--- GIVEN DATA Enclosed Below ---
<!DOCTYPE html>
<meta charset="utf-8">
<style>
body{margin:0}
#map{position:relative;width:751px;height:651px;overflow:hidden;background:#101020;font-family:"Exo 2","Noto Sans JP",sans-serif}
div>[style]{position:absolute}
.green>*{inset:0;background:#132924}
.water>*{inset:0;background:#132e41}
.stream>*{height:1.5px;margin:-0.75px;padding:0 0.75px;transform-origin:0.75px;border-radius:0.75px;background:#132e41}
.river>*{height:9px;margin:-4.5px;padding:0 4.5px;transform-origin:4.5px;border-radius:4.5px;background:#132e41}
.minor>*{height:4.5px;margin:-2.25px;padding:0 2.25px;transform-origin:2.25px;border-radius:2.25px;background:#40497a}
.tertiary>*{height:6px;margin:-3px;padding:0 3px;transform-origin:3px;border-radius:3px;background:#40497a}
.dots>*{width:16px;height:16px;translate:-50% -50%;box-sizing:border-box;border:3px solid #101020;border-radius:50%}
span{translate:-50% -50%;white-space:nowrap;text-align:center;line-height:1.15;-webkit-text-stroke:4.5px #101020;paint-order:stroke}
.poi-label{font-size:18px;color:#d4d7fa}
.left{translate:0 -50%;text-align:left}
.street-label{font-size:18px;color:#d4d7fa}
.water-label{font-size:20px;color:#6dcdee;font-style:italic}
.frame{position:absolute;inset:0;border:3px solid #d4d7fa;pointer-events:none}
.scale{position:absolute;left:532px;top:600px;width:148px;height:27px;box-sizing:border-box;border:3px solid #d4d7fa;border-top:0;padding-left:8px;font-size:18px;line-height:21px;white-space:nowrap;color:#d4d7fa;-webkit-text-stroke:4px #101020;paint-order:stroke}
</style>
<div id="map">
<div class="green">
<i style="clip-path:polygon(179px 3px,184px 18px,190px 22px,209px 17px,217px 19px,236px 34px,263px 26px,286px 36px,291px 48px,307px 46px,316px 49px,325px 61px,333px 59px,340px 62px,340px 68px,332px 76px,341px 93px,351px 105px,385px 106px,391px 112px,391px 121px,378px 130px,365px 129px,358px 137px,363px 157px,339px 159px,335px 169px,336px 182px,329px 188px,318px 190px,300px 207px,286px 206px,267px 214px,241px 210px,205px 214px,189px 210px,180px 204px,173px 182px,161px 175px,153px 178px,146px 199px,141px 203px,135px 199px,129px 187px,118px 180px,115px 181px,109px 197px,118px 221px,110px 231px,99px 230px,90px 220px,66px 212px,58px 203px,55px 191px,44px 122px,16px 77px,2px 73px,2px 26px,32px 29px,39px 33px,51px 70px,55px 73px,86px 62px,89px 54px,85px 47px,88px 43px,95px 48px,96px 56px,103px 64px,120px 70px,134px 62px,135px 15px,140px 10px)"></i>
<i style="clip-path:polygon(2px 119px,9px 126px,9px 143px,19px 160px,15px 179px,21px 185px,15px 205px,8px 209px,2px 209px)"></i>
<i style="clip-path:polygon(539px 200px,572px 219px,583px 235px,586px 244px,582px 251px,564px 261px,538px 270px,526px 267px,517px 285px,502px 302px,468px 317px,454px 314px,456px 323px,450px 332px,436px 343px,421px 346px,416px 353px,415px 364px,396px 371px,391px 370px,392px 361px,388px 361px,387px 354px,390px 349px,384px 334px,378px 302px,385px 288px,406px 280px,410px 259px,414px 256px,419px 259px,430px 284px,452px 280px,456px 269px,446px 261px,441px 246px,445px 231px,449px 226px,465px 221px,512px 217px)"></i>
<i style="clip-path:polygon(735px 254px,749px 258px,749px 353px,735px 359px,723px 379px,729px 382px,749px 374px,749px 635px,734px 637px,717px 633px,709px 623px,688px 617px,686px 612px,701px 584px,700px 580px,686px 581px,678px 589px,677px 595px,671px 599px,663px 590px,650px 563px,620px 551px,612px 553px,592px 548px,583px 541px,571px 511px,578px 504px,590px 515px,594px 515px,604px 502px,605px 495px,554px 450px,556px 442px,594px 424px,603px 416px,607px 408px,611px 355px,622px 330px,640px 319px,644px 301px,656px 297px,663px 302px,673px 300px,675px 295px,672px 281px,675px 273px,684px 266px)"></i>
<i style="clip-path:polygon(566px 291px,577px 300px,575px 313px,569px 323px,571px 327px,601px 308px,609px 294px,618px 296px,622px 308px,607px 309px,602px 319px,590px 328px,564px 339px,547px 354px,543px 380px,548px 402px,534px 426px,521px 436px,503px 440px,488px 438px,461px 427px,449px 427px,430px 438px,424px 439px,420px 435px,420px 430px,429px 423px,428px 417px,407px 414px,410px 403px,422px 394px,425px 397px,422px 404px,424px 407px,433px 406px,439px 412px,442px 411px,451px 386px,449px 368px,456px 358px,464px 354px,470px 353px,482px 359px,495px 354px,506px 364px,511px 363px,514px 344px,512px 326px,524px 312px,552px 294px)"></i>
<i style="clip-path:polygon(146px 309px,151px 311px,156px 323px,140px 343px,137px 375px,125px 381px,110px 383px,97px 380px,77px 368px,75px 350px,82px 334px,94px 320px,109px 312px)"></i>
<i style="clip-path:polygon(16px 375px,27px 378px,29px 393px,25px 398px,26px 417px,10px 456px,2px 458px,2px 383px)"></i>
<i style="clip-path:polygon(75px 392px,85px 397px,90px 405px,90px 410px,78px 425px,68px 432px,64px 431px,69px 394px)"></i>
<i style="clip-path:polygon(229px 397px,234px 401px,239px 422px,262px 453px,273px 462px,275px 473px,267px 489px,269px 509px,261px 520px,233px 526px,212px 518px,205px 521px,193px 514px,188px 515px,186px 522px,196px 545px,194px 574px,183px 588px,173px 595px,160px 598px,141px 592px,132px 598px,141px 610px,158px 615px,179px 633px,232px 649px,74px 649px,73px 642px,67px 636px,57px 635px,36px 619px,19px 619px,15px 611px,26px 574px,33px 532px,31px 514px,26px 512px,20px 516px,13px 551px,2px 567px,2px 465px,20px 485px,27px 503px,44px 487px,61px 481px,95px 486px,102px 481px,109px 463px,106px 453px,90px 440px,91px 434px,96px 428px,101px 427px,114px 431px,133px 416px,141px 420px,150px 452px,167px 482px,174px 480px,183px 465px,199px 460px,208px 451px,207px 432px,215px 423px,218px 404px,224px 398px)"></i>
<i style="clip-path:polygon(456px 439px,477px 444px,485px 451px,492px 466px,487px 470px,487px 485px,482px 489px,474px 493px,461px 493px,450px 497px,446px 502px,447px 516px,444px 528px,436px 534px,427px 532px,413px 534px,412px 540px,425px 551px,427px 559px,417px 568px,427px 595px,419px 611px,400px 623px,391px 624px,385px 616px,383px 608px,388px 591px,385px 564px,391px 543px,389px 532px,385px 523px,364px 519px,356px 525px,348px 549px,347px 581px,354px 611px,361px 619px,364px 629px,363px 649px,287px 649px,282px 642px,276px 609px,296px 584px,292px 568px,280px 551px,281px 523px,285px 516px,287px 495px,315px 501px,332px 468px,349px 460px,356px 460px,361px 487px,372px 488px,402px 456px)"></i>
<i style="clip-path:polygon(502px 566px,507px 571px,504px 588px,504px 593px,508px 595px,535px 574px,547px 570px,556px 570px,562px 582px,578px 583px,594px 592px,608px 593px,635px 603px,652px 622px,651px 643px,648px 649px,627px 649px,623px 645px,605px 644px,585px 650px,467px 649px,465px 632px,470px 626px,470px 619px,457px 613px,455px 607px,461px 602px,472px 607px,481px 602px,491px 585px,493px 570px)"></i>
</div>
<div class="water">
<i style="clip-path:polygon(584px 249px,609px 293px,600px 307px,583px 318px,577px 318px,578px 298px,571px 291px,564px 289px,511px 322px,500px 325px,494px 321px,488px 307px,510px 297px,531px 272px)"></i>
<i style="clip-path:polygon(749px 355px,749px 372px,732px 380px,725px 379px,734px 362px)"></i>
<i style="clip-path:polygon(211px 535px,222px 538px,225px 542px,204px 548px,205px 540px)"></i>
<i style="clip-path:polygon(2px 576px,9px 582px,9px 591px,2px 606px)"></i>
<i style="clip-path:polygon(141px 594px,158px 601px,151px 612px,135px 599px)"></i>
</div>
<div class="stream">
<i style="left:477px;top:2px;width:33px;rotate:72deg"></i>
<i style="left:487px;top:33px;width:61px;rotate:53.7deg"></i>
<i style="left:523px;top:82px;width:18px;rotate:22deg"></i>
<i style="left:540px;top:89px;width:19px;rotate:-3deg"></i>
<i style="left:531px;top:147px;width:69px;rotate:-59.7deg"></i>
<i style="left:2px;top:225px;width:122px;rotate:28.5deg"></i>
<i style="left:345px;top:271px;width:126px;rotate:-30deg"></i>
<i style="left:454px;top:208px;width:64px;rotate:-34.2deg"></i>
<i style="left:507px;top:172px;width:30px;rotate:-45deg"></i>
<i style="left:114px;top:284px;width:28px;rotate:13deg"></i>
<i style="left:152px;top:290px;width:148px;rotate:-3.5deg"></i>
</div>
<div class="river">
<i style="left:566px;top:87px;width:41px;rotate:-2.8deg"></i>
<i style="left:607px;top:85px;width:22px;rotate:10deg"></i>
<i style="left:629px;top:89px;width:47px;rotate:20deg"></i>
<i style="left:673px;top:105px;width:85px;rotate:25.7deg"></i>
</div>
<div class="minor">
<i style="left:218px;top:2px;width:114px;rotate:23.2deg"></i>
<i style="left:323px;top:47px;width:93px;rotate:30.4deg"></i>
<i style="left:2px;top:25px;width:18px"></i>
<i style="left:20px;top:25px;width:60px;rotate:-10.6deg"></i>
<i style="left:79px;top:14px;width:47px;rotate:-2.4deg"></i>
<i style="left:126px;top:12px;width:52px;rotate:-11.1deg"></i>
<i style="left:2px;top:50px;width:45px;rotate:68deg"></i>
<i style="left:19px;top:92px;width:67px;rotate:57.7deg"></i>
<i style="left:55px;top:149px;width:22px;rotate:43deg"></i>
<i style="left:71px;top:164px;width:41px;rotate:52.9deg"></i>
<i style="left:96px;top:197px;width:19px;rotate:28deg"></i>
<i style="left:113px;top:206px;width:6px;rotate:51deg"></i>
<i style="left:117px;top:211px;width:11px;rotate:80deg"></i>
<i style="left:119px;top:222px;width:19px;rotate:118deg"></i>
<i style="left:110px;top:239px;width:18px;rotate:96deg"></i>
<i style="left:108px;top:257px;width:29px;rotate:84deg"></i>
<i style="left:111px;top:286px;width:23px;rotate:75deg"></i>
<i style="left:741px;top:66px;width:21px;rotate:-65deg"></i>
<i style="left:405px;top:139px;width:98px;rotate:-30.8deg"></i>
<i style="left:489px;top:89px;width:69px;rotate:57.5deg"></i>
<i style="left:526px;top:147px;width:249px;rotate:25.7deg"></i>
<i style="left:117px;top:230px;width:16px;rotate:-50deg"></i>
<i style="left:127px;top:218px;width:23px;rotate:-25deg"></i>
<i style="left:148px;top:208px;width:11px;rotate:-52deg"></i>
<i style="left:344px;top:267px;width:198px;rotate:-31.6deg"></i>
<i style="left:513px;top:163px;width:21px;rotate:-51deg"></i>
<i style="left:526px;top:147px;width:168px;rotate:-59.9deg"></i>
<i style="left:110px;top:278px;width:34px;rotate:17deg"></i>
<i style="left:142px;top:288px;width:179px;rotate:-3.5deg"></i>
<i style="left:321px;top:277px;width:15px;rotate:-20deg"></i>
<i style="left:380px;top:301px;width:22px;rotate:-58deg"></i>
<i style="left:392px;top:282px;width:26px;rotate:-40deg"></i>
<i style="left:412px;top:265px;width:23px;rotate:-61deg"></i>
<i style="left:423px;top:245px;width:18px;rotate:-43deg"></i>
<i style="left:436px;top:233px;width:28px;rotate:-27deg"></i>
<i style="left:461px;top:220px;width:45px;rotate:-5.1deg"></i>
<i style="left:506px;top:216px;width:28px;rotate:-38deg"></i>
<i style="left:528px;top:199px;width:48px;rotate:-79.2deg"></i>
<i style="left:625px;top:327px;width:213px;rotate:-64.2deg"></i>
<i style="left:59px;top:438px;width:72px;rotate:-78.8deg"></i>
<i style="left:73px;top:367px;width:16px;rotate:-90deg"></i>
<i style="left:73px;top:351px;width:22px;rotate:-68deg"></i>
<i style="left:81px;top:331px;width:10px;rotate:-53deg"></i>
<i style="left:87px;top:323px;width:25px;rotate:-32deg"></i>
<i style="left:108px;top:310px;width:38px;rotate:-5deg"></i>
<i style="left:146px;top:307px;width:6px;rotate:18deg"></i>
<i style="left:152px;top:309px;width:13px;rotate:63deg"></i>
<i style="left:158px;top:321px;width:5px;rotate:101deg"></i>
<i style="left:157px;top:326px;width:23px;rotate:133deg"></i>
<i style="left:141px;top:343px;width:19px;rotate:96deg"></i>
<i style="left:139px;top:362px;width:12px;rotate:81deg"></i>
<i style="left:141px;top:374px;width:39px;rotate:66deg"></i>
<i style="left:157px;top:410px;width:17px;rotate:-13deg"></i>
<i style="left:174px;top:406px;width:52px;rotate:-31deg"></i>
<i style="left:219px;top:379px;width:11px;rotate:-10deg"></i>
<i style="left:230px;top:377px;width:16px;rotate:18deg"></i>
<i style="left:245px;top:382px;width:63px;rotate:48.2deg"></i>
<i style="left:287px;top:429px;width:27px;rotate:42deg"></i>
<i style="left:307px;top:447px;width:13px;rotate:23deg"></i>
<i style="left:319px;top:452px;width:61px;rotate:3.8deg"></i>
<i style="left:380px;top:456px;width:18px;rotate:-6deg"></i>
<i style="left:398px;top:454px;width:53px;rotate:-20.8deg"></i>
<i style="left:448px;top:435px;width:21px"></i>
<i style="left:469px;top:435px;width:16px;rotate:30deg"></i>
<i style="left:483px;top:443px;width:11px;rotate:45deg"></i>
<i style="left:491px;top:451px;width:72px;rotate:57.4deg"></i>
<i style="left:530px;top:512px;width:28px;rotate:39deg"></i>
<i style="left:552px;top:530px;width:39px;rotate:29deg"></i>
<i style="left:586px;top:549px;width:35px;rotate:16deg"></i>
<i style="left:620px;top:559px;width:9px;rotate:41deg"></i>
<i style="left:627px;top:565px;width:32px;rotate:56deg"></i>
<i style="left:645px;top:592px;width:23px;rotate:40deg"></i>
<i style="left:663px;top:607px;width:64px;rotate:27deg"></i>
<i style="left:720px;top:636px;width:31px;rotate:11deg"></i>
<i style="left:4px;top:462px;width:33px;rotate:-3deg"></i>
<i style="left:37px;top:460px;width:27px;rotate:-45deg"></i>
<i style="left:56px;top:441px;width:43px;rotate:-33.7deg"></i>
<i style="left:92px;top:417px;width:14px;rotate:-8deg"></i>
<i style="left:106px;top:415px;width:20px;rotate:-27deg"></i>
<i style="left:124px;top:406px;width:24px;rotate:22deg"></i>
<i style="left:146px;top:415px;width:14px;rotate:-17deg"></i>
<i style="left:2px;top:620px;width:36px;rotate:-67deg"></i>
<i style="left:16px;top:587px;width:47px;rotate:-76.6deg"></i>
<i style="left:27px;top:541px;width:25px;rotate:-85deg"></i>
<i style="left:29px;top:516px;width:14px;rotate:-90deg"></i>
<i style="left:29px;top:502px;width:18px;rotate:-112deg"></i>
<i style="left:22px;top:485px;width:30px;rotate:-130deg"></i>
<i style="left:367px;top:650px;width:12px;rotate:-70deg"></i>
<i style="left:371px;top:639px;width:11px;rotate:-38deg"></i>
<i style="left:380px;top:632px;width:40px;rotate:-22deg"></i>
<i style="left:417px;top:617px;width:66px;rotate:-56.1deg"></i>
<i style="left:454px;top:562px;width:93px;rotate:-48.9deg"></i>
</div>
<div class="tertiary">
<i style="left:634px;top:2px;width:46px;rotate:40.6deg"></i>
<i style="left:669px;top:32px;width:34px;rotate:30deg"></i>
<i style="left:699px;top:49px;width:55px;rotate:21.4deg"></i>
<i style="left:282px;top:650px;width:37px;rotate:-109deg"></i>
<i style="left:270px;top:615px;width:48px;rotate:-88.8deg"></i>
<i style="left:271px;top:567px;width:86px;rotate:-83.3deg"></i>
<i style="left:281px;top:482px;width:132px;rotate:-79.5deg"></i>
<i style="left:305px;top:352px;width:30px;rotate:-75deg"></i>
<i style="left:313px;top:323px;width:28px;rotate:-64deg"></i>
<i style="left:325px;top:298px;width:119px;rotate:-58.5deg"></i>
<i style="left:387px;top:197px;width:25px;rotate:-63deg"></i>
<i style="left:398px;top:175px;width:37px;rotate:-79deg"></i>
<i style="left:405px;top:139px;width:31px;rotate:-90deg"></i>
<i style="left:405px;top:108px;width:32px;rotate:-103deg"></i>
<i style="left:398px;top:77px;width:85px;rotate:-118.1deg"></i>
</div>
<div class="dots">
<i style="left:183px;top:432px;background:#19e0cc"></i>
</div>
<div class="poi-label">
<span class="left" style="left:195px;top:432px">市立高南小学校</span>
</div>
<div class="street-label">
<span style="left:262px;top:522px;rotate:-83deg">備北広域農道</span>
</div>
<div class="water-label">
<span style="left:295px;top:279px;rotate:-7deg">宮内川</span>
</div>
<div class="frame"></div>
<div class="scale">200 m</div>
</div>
--- End of Enclosed GIVEN DATA ---
*PROBLEM TO WORK ON*. Find the word "stream" in the entries. Copy each line that holds it.

*ANSWER TO THIS TASK*.
.stream>*{height:1.5px;margin:-0.75px;padding:0 0.75px;transform-origin:0.75px;border-radius:0.75px;background:#132e41}
<div class="stream">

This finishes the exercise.